Give the entries again exactly; drop the pictures.

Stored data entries
· · · · ·

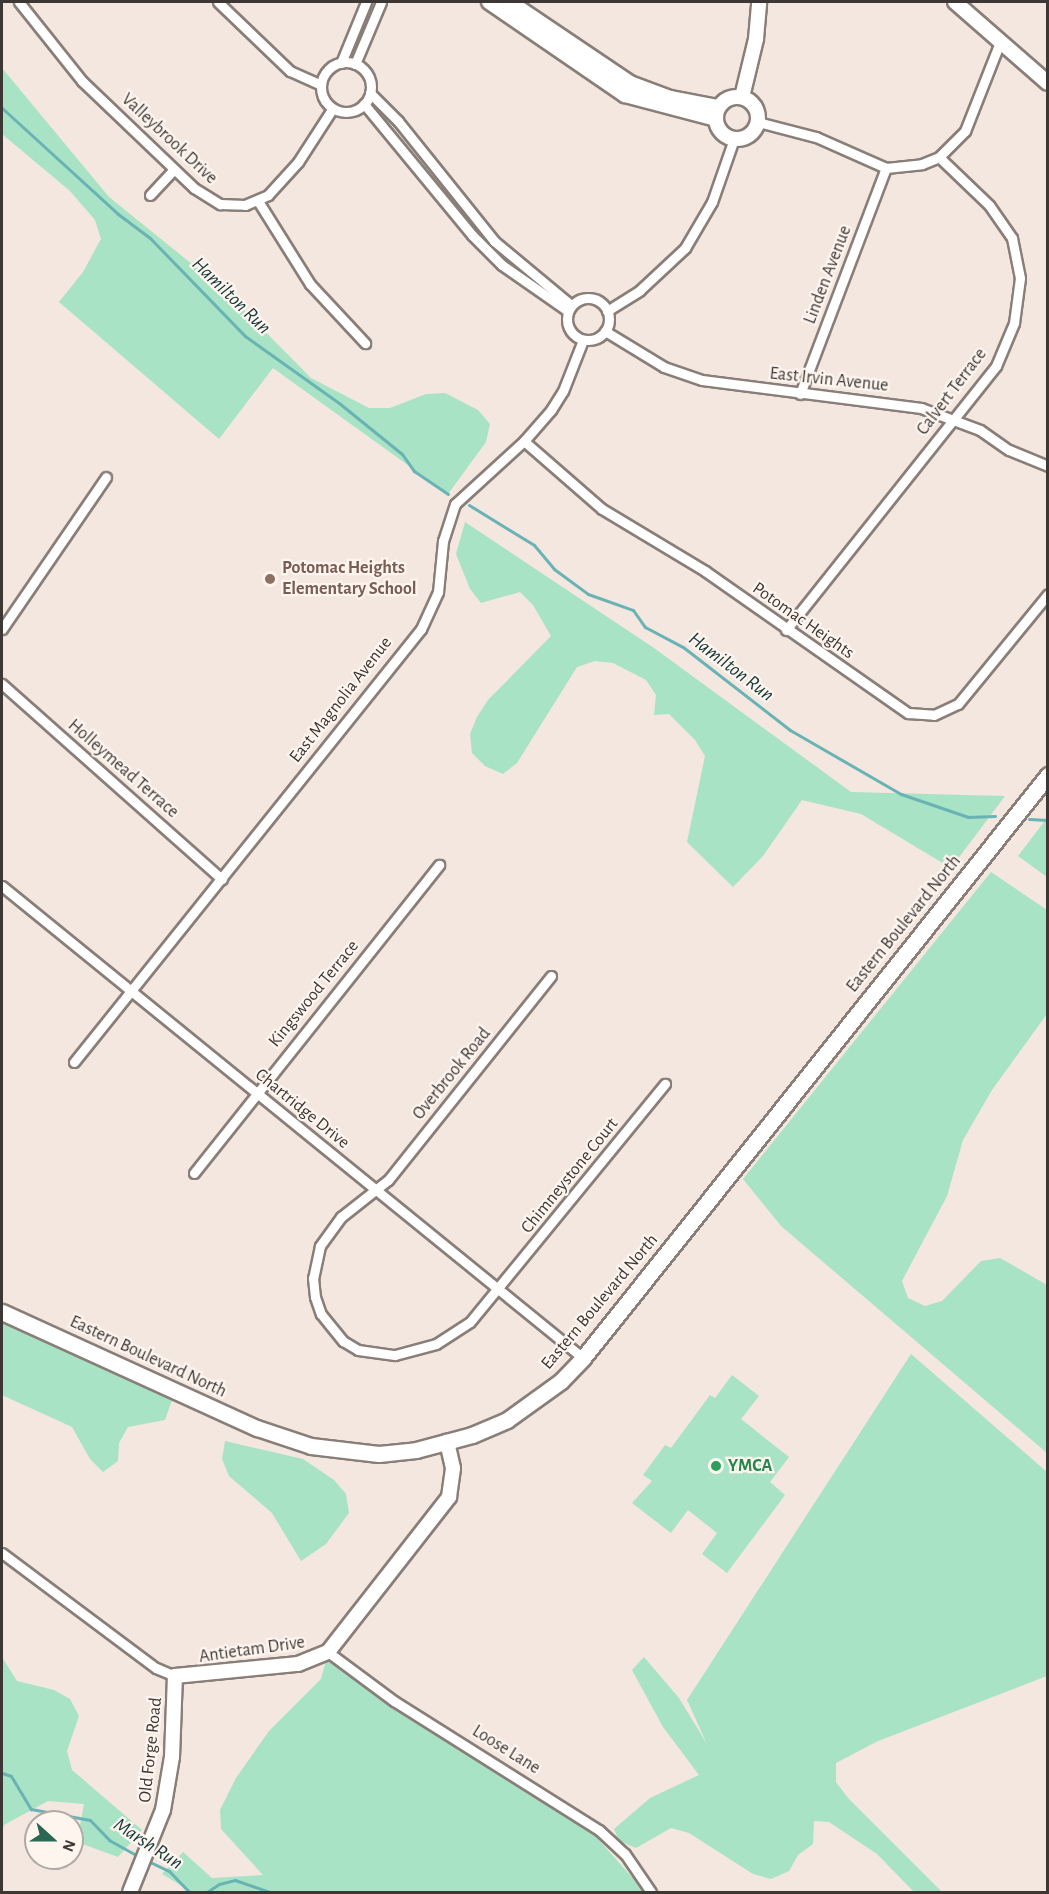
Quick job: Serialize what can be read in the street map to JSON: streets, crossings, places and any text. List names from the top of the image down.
{
  "streets": {
    "main road": ["Eastern Boulevard North"],
    "street": [
      "Valleybrook Drive",
      "Linden Avenue",
      "East Irvin Avenue",
      "Calvert Terrace",
      "Potomac Heights",
      "East Magnolia Avenue",
      "Holleymead Terrace",
      "Kingswood Terrace",
      "Overbrook Road",
      "Chartridge Drive",
      "Chimneystone Court",
      "Antietam Drive",
      "Old Forge Road",
      "Loose Lane"
    ]
  },
  "crossings": [
    ["Linden Avenue", "East Irvin Avenue"],
    ["East Irvin Avenue", "Calvert Terrace"],
    ["East Irvin Avenue", "East Magnolia Avenue"],
    ["Calvert Terrace", "Potomac Heights"],
    ["Potomac Heights", "East Magnolia Avenue"],
    ["East Magnolia Avenue", "Holleymead Terrace"],
    ["East Magnolia Avenue", "Chartridge Drive"],
    ["Eastern Boulevard North", "Chartridge Drive"],
    ["Eastern Boulevard North", "Antietam Drive"],
    ["Kingswood Terrace", "Chartridge Drive"],
    ["Overbrook Road", "Chartridge Drive"],
    ["Overbrook Road", "Chimneystone Court"],
    ["Chartridge Drive", "Chimneystone Court"],
    ["Antietam Drive", "Old Forge Road"],
    ["Antietam Drive", "Loose Lane"]
  ],
  "water": ["Hamilton Run", "Marsh Run"],
  "places": ["Potomac Heights Elementary School", "YMCA"],
  "north": "right"
}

· · · · ·

#### RESULT OF THE EXERCISE
Quick job: Serialize what can be read in the street map to JSON: streets, crossings, places and any text. List names from the top of the image down.
{
  "streets": {
    "main road": ["Eastern Boulevard North"],
    "street": [
      "Valleybrook Drive",
      "Linden Avenue",
      "East Irvin Avenue",
      "Calvert Terrace",
      "Potomac Heights",
      "East Magnolia Avenue",
      "Holleymead Terrace",
      "Kingswood Terrace",
      "Overbrook Road",
      "Chartridge Drive",
      "Chimneystone Court",
      "Antietam Drive",
      "Old Forge Road",
      "Loose Lane"
    ]
  },
  "crossings": [
    ["Linden Avenue", "East Irvin Avenue"],
    ["East Irvin Avenue", "Calvert Terrace"],
    ["East Irvin Avenue", "East Magnolia Avenue"],
    ["Calvert Terrace", "Potomac Heights"],
    ["Potomac Heights", "East Magnolia Avenue"],
    ["East Magnolia Avenue", "Holleymead Terrace"],
    ["East Magnolia Avenue", "Chartridge Drive"],
    ["Eastern Boulevard North", "Chartridge Drive"],
    ["Eastern Boulevard North", "Antietam Drive"],
    ["Kingswood Terrace", "Chartridge Drive"],
    ["Overbrook Road", "Chartridge Drive"],
    ["Overbrook Road", "Chimneystone Court"],
    ["Chartridge Drive", "Chimneystone Court"],
    ["Antietam Drive", "Old Forge Road"],
    ["Antietam Drive", "Loose Lane"]
  ],
  "water": ["Hamilton Run", "Marsh Run"],
  "places": ["Potomac Heights Elementary School", "YMCA"],
  "north": "right"
}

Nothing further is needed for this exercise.